360 (2011)

360
Director: Fernando Meirelles
Writer: Peter Morgan
Based on: Arthur Schnitzler‘s Reigen (loosely)
Cast: Lucia Siposová, Gabriela Marcinkova, Johannes Krisch, Jude Law, Moritz Bleibtreu, Jamel Debbouze, Dinara Drukarova, Vladimir Vdovichenkov, Rachel Weisz, Juliano Cazarré, Maria Flor, Ben Foster, Anthony Hopkins

Plot:
Starting with a whore Mirka (Lucia Siposová) and her pimp Rocco (Johannes Krisch) in Vienna, 360 moves through various stories that are all somehow connected. From Paris to London and Denver it takes a look at the various kinds of relationships, infidelities and betrayals.

360 is a bit uneven. It has a good cast and some of the stories work perfectly, while others are bland or don’t fit. In short, it just doesn’t really come together.

There were a couple of storylines in the film that bothered me. First and foremost the storyline in Paris where a man (Jamel Debbouze) is introduced as he stalks a woman and then talks to a psychotherapist that he doesn’t know what’s happening, he’s never felt that way before and he never stalked anyone before. (Not that they ever call it stalking.) Also, it can never happen because he’s muslim and she’s married. And the advice the therapist gives him is not “get more therapy so that you stop stalking”, it’s “usually you only start feeling so strongly about a woman because she’s secretly into you and you only have to decide whether you can forget either that she’s married or that you’re muslim.” I mean, really? REALLY?

The other was the storyline about Tyler (Ben Foster), a recently released sex offender who is on his way to a half-way house to try and get back on his feet when he is trapped on the airport by a snowstorm, hit on very aggressively by Laura (Maria Flor) who drags him to her hotelroom where she basically sexually assaults him (not that they ever call it assault) and he is pretty much tempted to assault her right back. And while Ben Foster is amazing in the role (he usually is), the way it was written makes very little sense. First off, that Laura would want to bring Tyler back to her room in the first place seems very unlikely. He is consistently unfriendly and obviously a little unhinged – not somebody you’d pick for a one-night-stand.

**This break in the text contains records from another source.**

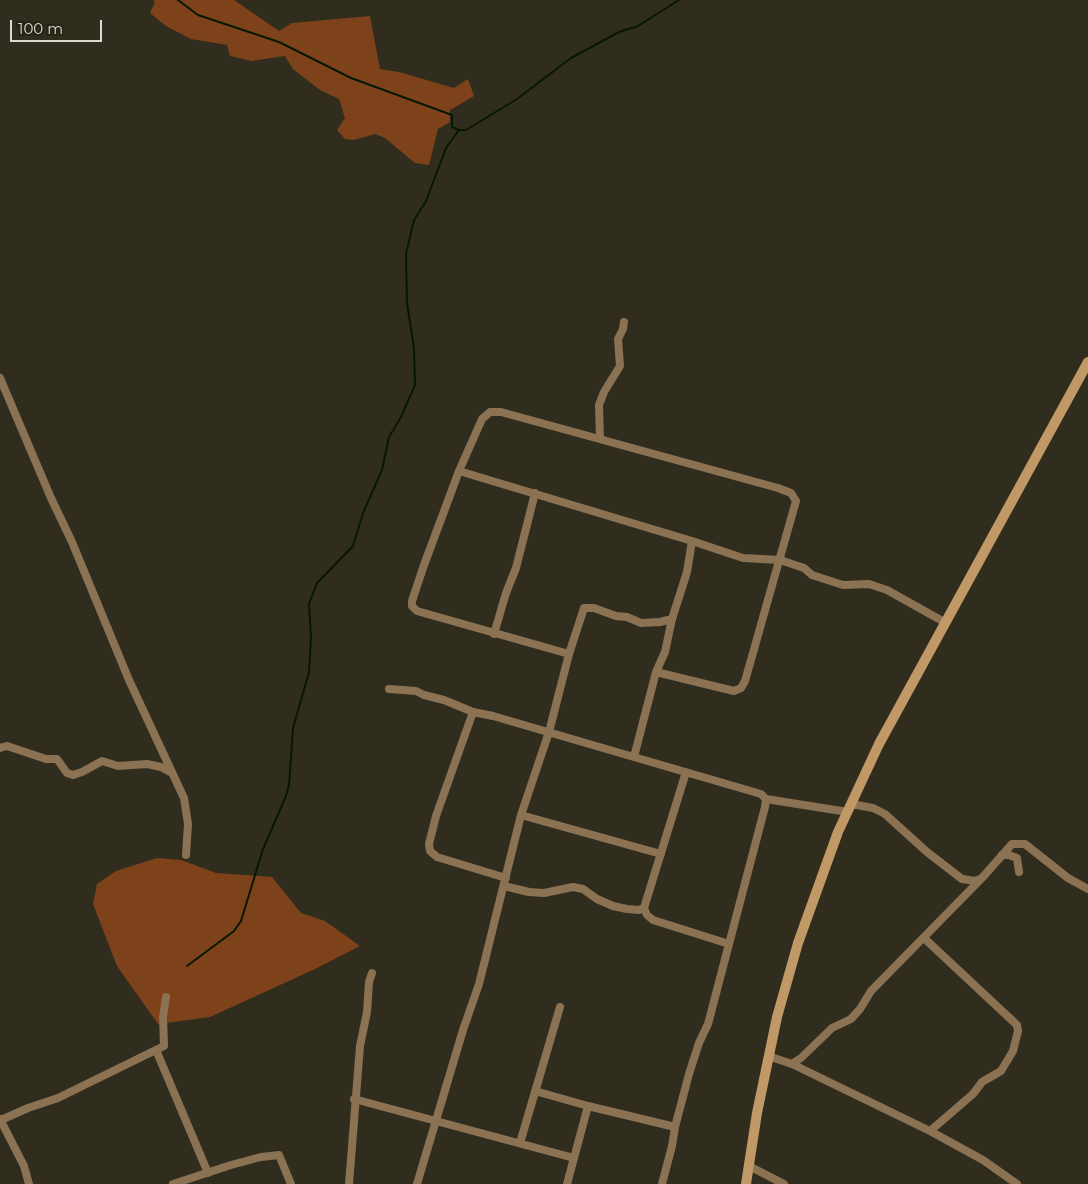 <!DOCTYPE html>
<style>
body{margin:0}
#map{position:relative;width:1088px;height:1184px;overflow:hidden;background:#312d1e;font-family:Montserrat,sans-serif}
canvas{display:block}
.scale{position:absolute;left:10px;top:20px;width:92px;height:22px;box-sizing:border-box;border:2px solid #dcdad1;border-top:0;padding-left:6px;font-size:15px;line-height:18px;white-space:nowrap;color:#dcdad1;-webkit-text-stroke:4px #272315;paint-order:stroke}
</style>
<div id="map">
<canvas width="1088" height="1184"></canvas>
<div class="scale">100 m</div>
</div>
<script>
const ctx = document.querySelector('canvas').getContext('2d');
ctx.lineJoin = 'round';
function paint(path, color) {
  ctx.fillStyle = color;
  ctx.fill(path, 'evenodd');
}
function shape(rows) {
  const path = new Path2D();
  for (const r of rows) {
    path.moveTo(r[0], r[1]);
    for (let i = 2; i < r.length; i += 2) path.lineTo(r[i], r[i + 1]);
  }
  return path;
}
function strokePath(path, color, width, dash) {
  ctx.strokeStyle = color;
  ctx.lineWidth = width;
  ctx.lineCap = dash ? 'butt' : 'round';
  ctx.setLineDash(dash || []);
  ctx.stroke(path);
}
const forest = shape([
 [153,0,234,0,279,31,292,23,370,16,380,69,399,72,454,88,468,79,474,96,450,110,450,122,438,129,429,165,415,163,385,138,375,134,354,140,345,139,337,130,345,118,339,99,320,90,293,69,285,56,251,61,230,56,227,45,191,39,166,26,150,13,155,2],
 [157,858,181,860,216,873,272,877,301,913,325,921,360,946,315,969,210,1017,158,1024,117,966,93,904,97,884,116,871]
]);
const stream = shape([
 [178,0,198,15,279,42,351,78,452,115,452,127,459,130,466,130,517,99,571,58,619,32,638,26,679,0],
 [187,966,234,931,241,921,263,849,286,796,289,785,293,728,309,672,311,638,309,604,317,583,353,546,363,513,382,470,389,437,401,417,415,385,414,348,407,303,406,254,414,220,426,201,446,148,459,130]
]);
const minor = shape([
 [0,378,51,498,72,542,129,680,184,798,188,824,186,855],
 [600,439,599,405,604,392,620,366,618,339,623,329,624,322],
 [459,471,692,541,743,558,780,560,804,568,812,575,843,585,869,584,887,590,946,623],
 [494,634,506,593,516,568,535,493],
 [569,654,417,611,412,606,412,601,424,565,459,471,482,419,490,412,501,412,778,488,791,493,796,501,745,681,741,688,734,691,656,672],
 [389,689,416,691,424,695,444,700,473,712,493,716,761,794,766,799,848,812],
 [473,712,436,816,429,844,430,851,437,857,506,878],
 [0,748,7,746,46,759,57,759,67,773,73,775,82,772,102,761,118,766,147,764,161,767,172,773],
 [634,757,656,672,665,652,672,619,687,572,692,541],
 [686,772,644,908,647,915,653,920,729,944],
 [851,804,873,808,885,814,927,852,962,879,975,881,980,879],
 [521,815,661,854],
 [1002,855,1009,855,1017,858,1019,872],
 [504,886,529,892,544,893,573,887,583,889,597,899,613,906,627,909,639,910,644,908],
 [924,938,1017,1025,1018,1031,1013,1051,1001,1071,982,1082,973,1094,930,1131],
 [156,1050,208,1173],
 [768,1056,792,1064,930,1131,983,1160,1017,1184],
 [792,1064,801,1058,832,1028,851,1019,860,1009,871,991,982,878,1012,844,1025,844,1068,878,1088,889],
 [535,1091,588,1106,675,1127],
 [354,1099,574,1158],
 [0,1119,24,1166,29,1184],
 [1,1120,28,1108,58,1098,164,1046,163,1017,166,997],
 [520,1143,560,1007],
 [749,1166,784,1184],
 [173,1184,231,1165,261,1157,279,1155,291,1184],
 [349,1184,360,1046,367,1012,369,982,372,973],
 [417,1184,463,1030,479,984,521,815,549,732,569,654,584,608,594,608,616,616,627,617,641,623,660,622,672,619],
 [567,1184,588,1106],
 [662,1184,672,1146,675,1127,689,1074,699,1043,708,1024,765,807,766,799]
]);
const secondary = shape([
 [746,1184,757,1113,777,1017,798,943,838,832,879,744,1088,362]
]);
paint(forest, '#7e421b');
strokePath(stream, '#071802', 2);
strokePath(minor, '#8b7253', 8);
strokePath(secondary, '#c19966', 10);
</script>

And then it is made quite clear that Tyler is actually a pedophile, but obviously “sex-offender” means that he’s also totally into raping adult women. So long as you can go to prison for it. [Now that I think of it, maybe that's his turn-on. The very famous illegalphilia.]

With the other stories I didn’t have that many issues – Jude Law and Rachel Weisz’s was just a bit boring and bland and Anthony Hopkins’ performance was a bit lackluster. But the stories revolving around Mirka and her sister Anna (Gabriela Marcinkova) worked extremely well for me and I enjoyed that a lot.

I also really liked the soundtrack – a very interesting mix of languages and genres that fit the movie very well.

But generally I was a little disappointed by Meirelles and Morgan – they have both done better work already.

Summarising: Inconsistent but not entirely bad.